Given that assessments were already cancelled for the 2019-2020 school year, cancelling them again would allow the public education system to move forward as though its performance does not matter, but parents and policymakers need to know how far off the mark the current approach has been so that problematic areas can be identified and improvements can be made. After all, the public school system is using and ad hoc form of virtual education, which they have opposed at every turn in legislative form over the years. Take SB 610, for example. This 2017 bill would have expanded the state’s virtual school network. The usual public education advocates all opposed it. Senator Larry Taylor filed a similar bill in 2019, which met similar opposition. If we had an objective measure of how the current approach is working, perhaps there could be a real conversation about building a set of virtual offerings that would make Texas better prepared in the future.


It is also worth pointing out that most of the loudest voices in favor of cancelling STAAR exams would like to see them abolished entirely anyway. I wrote about this back in April when last year’s STAAR exams were cancelled:


A constituency for eliminating STAAR and A-F accountability exists and will likely use this opportunity to push that agenda. For example, the Texas Association of School Administrators has already published its 2021 legislative priorities, which states open opposition to A-F ratings in their current form and opposition to accountability based on students’ test performance. That’s a position taken before cancellation for the year due to the pandemic.


More recent evidence for this disingenuous position can be found in a Texas Tribune article about the recent letter to TEA, which quotes the president of the Texas State Teachers Association (TSTA) calling for another STAAR cancellation because “[o]ur students, educators and their families can’t afford the distraction of STAAR as they struggle to stay safe and continue to adjust to new methods of teaching and learning.” Don’t buy it.
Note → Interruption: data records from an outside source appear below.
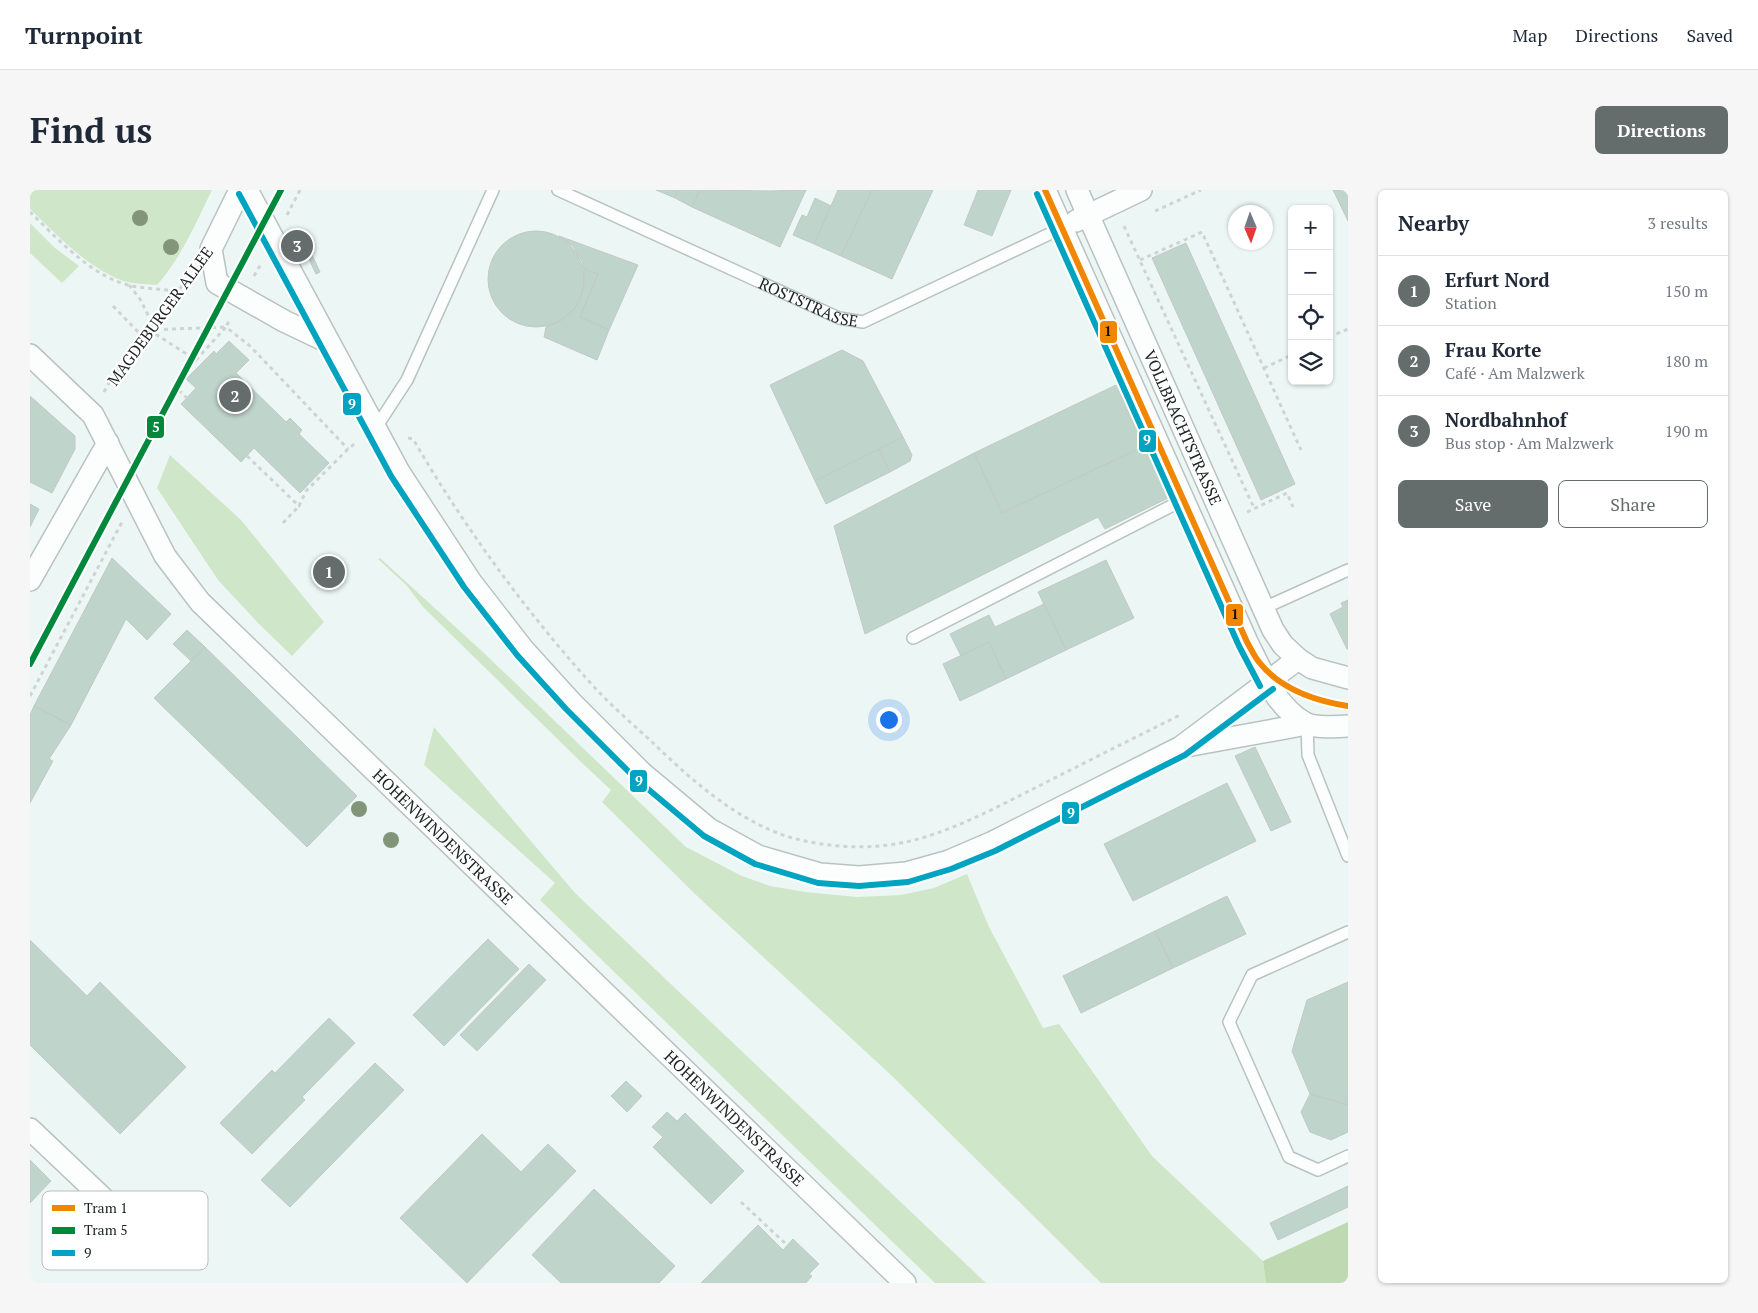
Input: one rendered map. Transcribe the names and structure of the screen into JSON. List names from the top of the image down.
{
  "streets": {
    "street": [
      "ROSTSTRASSE",
      "MAGDEBURGER ALLEE",
      "VOLLBRACHTSTRASSE",
      "HOHENWINDENSTRASSE"
    ]
  },
  "crossings": [
    ["ROSTSTRASSE", "VOLLBRACHTSTRASSE"],
    ["MAGDEBURGER ALLEE", "HOHENWINDENSTRASSE"]
  ],
  "lines": ["tram line 1", "tram line 5", "transit line 9"],
  "legend": ["Tram 1", "Tram 5", "9"],
  "north": "bottom",
  "page": {
    "header": "Turnpoint",
    "nav": ["Map", "Directions", "Saved"],
    "buttons": [
      "Directions",
      ["Save", "Share"]
    ],
    "title": "Find us",
    "heading": ["Nearby", "3 results"],
    "map_buttons": ["+", "−"],
    "pins": ["3", "2", "1"],
    "list": [
      {
        "mark": "1",
        "name": "Erfurt Nord",
        "note": "Station",
        "value": "150 m"
      },
      {
        "mark": "2",
        "name": "Frau Korte",
        "note": "Café · Am Malzwerk",
        "value": "180 m"
      },
      {
        "mark": "3",
        "name": "Nordbahnhof",
        "note": "Bus stop · Am Malzwerk",
        "value": "190 m"
      }
    ]
  }
}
TSTA openly states on their website that one of their “top education issues” is to “demand that the Legislature abolish or drastically cut back on the STAAR program.” The pandemic if but a helpful pretext in this ongoing mission.


If the state wants to decouple STAAR assessments from sanctions and accountability for the 2020-2021 school year only, as the legislators who signed the letter indicate would be an acceptable approach, that’s a defensible position. But to outright cancel them again would betray the parents who have trusted public educators with their children during these trying times. It would send a signal to them that performance and outcomes do not matter. It would be a mistake.